What the exercise asks
The response must contain the complete data, printed exactly.

Material for this exercise
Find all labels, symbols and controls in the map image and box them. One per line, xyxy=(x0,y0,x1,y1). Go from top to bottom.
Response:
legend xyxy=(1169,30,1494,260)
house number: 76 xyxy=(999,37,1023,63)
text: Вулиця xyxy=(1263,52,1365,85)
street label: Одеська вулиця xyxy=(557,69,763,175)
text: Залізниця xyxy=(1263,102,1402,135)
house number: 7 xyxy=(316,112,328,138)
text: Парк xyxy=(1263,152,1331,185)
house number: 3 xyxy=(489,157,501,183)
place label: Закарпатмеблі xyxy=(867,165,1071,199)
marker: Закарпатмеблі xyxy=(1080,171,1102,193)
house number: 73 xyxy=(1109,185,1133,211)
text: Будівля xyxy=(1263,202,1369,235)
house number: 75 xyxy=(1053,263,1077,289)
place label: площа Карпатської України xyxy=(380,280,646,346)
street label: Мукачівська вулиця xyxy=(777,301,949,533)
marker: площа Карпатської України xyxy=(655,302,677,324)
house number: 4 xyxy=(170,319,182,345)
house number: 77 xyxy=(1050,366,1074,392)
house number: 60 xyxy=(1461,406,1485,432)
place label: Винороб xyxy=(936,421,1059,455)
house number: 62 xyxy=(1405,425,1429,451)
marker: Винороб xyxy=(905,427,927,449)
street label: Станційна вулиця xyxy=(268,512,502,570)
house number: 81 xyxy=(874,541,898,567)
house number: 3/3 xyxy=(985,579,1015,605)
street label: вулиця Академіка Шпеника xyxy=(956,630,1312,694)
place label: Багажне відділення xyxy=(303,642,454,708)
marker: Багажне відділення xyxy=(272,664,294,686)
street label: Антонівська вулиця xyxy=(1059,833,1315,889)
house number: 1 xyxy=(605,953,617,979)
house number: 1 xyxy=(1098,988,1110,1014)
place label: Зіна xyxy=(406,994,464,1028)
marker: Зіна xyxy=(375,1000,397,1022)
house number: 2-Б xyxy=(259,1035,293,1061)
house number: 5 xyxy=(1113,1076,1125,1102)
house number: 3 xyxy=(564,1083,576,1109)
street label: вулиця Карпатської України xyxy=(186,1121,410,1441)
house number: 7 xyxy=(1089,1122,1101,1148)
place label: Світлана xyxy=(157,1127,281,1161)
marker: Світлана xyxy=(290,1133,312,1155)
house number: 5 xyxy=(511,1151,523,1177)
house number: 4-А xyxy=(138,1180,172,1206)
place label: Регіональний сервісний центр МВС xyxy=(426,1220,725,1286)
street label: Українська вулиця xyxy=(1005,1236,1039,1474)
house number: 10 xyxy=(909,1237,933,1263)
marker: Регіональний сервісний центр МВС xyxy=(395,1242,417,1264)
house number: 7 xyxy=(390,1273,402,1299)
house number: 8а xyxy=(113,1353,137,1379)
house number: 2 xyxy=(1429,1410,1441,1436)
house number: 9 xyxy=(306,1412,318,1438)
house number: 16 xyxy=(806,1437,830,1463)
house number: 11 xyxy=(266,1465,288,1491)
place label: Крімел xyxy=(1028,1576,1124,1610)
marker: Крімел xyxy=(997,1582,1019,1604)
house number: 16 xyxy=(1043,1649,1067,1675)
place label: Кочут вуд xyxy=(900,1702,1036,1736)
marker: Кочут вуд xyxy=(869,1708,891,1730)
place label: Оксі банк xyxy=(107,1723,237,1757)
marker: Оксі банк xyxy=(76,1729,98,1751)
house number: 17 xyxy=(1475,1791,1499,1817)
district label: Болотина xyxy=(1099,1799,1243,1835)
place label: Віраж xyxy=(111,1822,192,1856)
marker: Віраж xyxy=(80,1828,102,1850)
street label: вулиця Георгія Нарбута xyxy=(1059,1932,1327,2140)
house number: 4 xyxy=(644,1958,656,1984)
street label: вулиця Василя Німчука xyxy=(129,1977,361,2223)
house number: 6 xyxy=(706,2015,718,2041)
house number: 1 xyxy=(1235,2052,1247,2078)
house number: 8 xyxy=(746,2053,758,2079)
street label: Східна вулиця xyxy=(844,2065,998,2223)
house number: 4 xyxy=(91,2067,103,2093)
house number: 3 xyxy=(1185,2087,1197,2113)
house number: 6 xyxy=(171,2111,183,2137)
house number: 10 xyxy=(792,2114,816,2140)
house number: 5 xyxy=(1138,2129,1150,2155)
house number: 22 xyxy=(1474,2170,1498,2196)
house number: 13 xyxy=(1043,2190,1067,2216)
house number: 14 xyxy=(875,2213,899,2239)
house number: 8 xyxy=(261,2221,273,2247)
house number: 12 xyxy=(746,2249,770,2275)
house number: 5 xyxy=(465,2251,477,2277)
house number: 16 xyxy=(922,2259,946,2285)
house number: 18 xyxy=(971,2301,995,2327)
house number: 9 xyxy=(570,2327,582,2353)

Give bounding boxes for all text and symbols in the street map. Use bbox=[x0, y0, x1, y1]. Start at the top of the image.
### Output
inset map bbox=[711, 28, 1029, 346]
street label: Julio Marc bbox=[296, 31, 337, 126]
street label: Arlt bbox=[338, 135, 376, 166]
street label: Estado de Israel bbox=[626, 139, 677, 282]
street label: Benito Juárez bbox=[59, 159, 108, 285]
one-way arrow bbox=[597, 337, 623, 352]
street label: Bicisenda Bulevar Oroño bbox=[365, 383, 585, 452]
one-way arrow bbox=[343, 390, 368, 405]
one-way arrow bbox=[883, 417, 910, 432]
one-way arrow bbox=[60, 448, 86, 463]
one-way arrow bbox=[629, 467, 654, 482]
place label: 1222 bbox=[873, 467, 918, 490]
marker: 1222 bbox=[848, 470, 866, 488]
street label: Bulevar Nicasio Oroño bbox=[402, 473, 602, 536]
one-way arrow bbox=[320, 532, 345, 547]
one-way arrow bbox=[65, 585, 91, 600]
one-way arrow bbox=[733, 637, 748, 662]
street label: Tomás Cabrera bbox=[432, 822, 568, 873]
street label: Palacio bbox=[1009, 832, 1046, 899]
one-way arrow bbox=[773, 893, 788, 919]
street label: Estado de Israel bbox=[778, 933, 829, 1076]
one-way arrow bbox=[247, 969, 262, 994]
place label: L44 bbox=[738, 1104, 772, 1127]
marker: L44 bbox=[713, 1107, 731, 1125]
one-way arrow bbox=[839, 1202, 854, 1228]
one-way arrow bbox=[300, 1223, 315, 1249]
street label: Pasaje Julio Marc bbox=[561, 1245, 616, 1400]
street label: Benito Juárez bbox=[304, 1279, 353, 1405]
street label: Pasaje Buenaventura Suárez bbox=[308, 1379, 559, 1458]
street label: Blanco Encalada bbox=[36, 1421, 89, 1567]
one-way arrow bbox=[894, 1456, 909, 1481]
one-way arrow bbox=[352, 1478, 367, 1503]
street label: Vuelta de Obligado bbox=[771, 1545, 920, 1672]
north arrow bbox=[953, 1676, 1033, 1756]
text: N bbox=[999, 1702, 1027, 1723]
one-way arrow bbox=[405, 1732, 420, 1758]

Task response
Find all labels, symbols and controls in the map image and box them. One per line, xyxy=(x0,y0,x1,y1). Go from top to bottom.
Response:
legend xyxy=(1169,30,1494,260)
house number: 76 xyxy=(999,37,1023,63)
text: Вулиця xyxy=(1263,52,1365,85)
street label: Одеська вулиця xyxy=(557,69,763,175)
text: Залізниця xyxy=(1263,102,1402,135)
house number: 7 xyxy=(316,112,328,138)
text: Парк xyxy=(1263,152,1331,185)
house number: 3 xyxy=(489,157,501,183)
place label: Закарпатмеблі xyxy=(867,165,1071,199)
marker: Закарпатмеблі xyxy=(1080,171,1102,193)
house number: 73 xyxy=(1109,185,1133,211)
text: Будівля xyxy=(1263,202,1369,235)
house number: 75 xyxy=(1053,263,1077,289)
place label: площа Карпатської України xyxy=(380,280,646,346)
street label: Мукачівська вулиця xyxy=(777,301,949,533)
marker: площа Карпатської України xyxy=(655,302,677,324)
house number: 4 xyxy=(170,319,182,345)
house number: 77 xyxy=(1050,366,1074,392)
house number: 60 xyxy=(1461,406,1485,432)
place label: Винороб xyxy=(936,421,1059,455)
house number: 62 xyxy=(1405,425,1429,451)
marker: Винороб xyxy=(905,427,927,449)
street label: Станційна вулиця xyxy=(268,512,502,570)
house number: 81 xyxy=(874,541,898,567)
house number: 3/3 xyxy=(985,579,1015,605)
street label: вулиця Академіка Шпеника xyxy=(956,630,1312,694)
place label: Багажне відділення xyxy=(303,642,454,708)
marker: Багажне відділення xyxy=(272,664,294,686)
street label: Антонівська вулиця xyxy=(1059,833,1315,889)
house number: 1 xyxy=(605,953,617,979)
house number: 1 xyxy=(1098,988,1110,1014)
place label: Зіна xyxy=(406,994,464,1028)
marker: Зіна xyxy=(375,1000,397,1022)
house number: 2-Б xyxy=(259,1035,293,1061)
house number: 5 xyxy=(1113,1076,1125,1102)
house number: 3 xyxy=(564,1083,576,1109)
street label: вулиця Карпатської України xyxy=(186,1121,410,1441)
house number: 7 xyxy=(1089,1122,1101,1148)
place label: Світлана xyxy=(157,1127,281,1161)
marker: Світлана xyxy=(290,1133,312,1155)
house number: 5 xyxy=(511,1151,523,1177)
house number: 4-А xyxy=(138,1180,172,1206)
place label: Регіональний сервісний центр МВС xyxy=(426,1220,725,1286)
street label: Українська вулиця xyxy=(1005,1236,1039,1474)
house number: 10 xyxy=(909,1237,933,1263)
marker: Регіональний сервісний центр МВС xyxy=(395,1242,417,1264)
house number: 7 xyxy=(390,1273,402,1299)
house number: 8а xyxy=(113,1353,137,1379)
house number: 2 xyxy=(1429,1410,1441,1436)
house number: 9 xyxy=(306,1412,318,1438)
house number: 16 xyxy=(806,1437,830,1463)
house number: 11 xyxy=(266,1465,288,1491)
place label: Крімел xyxy=(1028,1576,1124,1610)
marker: Крімел xyxy=(997,1582,1019,1604)
house number: 16 xyxy=(1043,1649,1067,1675)
place label: Кочут вуд xyxy=(900,1702,1036,1736)
marker: Кочут вуд xyxy=(869,1708,891,1730)
place label: Оксі банк xyxy=(107,1723,237,1757)
marker: Оксі банк xyxy=(76,1729,98,1751)
house number: 17 xyxy=(1475,1791,1499,1817)
district label: Болотина xyxy=(1099,1799,1243,1835)
place label: Віраж xyxy=(111,1822,192,1856)
marker: Віраж xyxy=(80,1828,102,1850)
street label: вулиця Георгія Нарбута xyxy=(1059,1932,1327,2140)
house number: 4 xyxy=(644,1958,656,1984)
street label: вулиця Василя Німчука xyxy=(129,1977,361,2223)
house number: 6 xyxy=(706,2015,718,2041)
house number: 1 xyxy=(1235,2052,1247,2078)
house number: 8 xyxy=(746,2053,758,2079)
street label: Східна вулиця xyxy=(844,2065,998,2223)
house number: 4 xyxy=(91,2067,103,2093)
house number: 3 xyxy=(1185,2087,1197,2113)
house number: 6 xyxy=(171,2111,183,2137)
house number: 10 xyxy=(792,2114,816,2140)
house number: 5 xyxy=(1138,2129,1150,2155)
house number: 22 xyxy=(1474,2170,1498,2196)
house number: 13 xyxy=(1043,2190,1067,2216)
house number: 14 xyxy=(875,2213,899,2239)
house number: 8 xyxy=(261,2221,273,2247)
house number: 12 xyxy=(746,2249,770,2275)
house number: 5 xyxy=(465,2251,477,2277)
house number: 16 xyxy=(922,2259,946,2285)
house number: 18 xyxy=(971,2301,995,2327)
house number: 9 xyxy=(570,2327,582,2353)

Give bounding boxes for all text and symbols in the street map. Use bbox=[x0, y0, x1, y1]. Start at the top of the image.
### Output
inset map bbox=[711, 28, 1029, 346]
street label: Julio Marc bbox=[296, 31, 337, 126]
street label: Arlt bbox=[338, 135, 376, 166]
street label: Estado de Israel bbox=[626, 139, 677, 282]
street label: Benito Juárez bbox=[59, 159, 108, 285]
one-way arrow bbox=[597, 337, 623, 352]
street label: Bicisenda Bulevar Oroño bbox=[365, 383, 585, 452]
one-way arrow bbox=[343, 390, 368, 405]
one-way arrow bbox=[883, 417, 910, 432]
one-way arrow bbox=[60, 448, 86, 463]
one-way arrow bbox=[629, 467, 654, 482]
place label: 1222 bbox=[873, 467, 918, 490]
marker: 1222 bbox=[848, 470, 866, 488]
street label: Bulevar Nicasio Oroño bbox=[402, 473, 602, 536]
one-way arrow bbox=[320, 532, 345, 547]
one-way arrow bbox=[65, 585, 91, 600]
one-way arrow bbox=[733, 637, 748, 662]
street label: Tomás Cabrera bbox=[432, 822, 568, 873]
street label: Palacio bbox=[1009, 832, 1046, 899]
one-way arrow bbox=[773, 893, 788, 919]
street label: Estado de Israel bbox=[778, 933, 829, 1076]
one-way arrow bbox=[247, 969, 262, 994]
place label: L44 bbox=[738, 1104, 772, 1127]
marker: L44 bbox=[713, 1107, 731, 1125]
one-way arrow bbox=[839, 1202, 854, 1228]
one-way arrow bbox=[300, 1223, 315, 1249]
street label: Pasaje Julio Marc bbox=[561, 1245, 616, 1400]
street label: Benito Juárez bbox=[304, 1279, 353, 1405]
street label: Pasaje Buenaventura Suárez bbox=[308, 1379, 559, 1458]
street label: Blanco Encalada bbox=[36, 1421, 89, 1567]
one-way arrow bbox=[894, 1456, 909, 1481]
one-way arrow bbox=[352, 1478, 367, 1503]
street label: Vuelta de Obligado bbox=[771, 1545, 920, 1672]
north arrow bbox=[953, 1676, 1033, 1756]
text: N bbox=[999, 1702, 1027, 1723]
one-way arrow bbox=[405, 1732, 420, 1758]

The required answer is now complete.